Only the lines from the one containing "I am building a map index. Convert" through the one containing "I am building a map index. Summarize" should be printed, exactly as they appear below, with both ends included.

######

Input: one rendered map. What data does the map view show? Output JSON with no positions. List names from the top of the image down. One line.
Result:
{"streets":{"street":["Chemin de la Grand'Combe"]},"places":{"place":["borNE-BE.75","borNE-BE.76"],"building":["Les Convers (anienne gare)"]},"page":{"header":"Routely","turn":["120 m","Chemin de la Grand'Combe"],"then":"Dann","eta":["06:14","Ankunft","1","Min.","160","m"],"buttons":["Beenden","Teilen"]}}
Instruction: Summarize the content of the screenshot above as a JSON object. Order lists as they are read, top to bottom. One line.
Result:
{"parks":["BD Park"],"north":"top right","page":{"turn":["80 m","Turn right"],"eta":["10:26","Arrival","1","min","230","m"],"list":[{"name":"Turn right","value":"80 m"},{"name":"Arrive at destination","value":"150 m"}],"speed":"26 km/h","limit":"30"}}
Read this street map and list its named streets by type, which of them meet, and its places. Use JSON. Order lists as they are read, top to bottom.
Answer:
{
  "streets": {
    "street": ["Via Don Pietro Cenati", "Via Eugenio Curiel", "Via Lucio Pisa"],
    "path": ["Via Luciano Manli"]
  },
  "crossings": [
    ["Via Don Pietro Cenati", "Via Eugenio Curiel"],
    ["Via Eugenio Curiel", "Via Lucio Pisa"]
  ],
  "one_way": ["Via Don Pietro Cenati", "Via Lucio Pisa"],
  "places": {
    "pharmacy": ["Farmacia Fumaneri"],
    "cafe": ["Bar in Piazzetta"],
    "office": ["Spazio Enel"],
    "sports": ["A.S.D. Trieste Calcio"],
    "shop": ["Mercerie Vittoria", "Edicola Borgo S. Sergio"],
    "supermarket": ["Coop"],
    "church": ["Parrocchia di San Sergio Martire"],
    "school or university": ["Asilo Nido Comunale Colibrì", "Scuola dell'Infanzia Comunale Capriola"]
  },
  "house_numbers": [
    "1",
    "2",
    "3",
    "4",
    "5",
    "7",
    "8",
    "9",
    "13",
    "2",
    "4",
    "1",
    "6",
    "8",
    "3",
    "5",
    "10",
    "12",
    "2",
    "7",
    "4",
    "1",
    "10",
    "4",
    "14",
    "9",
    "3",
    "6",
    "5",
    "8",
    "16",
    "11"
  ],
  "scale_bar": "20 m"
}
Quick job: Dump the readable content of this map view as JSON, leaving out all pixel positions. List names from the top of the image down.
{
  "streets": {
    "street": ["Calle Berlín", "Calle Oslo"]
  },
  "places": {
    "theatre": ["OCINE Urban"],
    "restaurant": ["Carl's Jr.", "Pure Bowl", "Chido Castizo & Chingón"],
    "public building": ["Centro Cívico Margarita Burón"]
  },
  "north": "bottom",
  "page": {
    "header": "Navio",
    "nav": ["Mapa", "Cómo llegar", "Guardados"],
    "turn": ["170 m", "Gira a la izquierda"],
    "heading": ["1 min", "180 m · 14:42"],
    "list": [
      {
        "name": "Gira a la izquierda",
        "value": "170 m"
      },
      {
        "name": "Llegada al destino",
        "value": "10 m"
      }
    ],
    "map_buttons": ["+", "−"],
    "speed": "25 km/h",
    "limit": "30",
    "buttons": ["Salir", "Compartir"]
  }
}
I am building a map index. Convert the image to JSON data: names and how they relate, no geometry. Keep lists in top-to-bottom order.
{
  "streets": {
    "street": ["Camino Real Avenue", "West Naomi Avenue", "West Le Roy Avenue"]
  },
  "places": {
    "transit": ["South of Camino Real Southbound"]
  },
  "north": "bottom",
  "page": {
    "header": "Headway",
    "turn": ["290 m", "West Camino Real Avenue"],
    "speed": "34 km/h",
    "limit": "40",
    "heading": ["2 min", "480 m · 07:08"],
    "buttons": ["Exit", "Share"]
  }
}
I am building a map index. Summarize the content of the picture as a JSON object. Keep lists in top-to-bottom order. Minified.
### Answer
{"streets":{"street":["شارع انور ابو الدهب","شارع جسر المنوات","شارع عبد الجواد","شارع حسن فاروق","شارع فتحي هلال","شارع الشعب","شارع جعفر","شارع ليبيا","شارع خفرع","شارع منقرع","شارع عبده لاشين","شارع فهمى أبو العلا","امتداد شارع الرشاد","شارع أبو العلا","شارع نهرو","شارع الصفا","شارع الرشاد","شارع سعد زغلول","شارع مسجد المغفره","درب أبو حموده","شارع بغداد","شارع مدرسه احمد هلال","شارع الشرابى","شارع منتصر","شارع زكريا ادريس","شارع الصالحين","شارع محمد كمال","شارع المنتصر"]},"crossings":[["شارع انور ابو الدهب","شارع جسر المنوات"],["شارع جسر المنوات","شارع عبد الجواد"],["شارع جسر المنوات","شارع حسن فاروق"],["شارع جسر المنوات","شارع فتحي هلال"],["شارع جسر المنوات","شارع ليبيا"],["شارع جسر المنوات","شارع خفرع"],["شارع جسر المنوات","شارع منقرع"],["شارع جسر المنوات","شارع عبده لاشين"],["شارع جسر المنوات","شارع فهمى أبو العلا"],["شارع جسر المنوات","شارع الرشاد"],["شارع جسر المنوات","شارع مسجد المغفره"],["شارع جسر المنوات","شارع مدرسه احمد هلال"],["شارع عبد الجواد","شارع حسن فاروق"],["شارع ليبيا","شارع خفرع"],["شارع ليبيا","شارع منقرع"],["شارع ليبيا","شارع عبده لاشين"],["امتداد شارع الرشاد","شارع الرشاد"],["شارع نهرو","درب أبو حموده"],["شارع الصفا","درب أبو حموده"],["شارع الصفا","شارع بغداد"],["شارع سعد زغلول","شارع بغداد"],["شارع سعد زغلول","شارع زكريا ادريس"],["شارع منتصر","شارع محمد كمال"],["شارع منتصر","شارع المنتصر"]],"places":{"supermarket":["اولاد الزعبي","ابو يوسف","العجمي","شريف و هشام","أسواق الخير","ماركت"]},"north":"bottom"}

######

▶ **Your solution**:
I am building a map index. Convert the image to JSON data: names and how they relate, no geometry. Keep lists in top-to-bottom order.
{
  "streets": {
    "street": ["Camino Real Avenue", "West Naomi Avenue", "West Le Roy Avenue"]
  },
  "places": {
    "transit": ["South of Camino Real Southbound"]
  },
  "north": "bottom",
  "page": {
    "header": "Headway",
    "turn": ["290 m", "West Camino Real Avenue"],
    "speed": "34 km/h",
    "limit": "40",
    "heading": ["2 min", "480 m · 07:08"],
    "buttons": ["Exit", "Share"]
  }
}
I am building a map index. Summarize the content of the picture as a JSON object. Keep lists in top-to-bottom order. Minified.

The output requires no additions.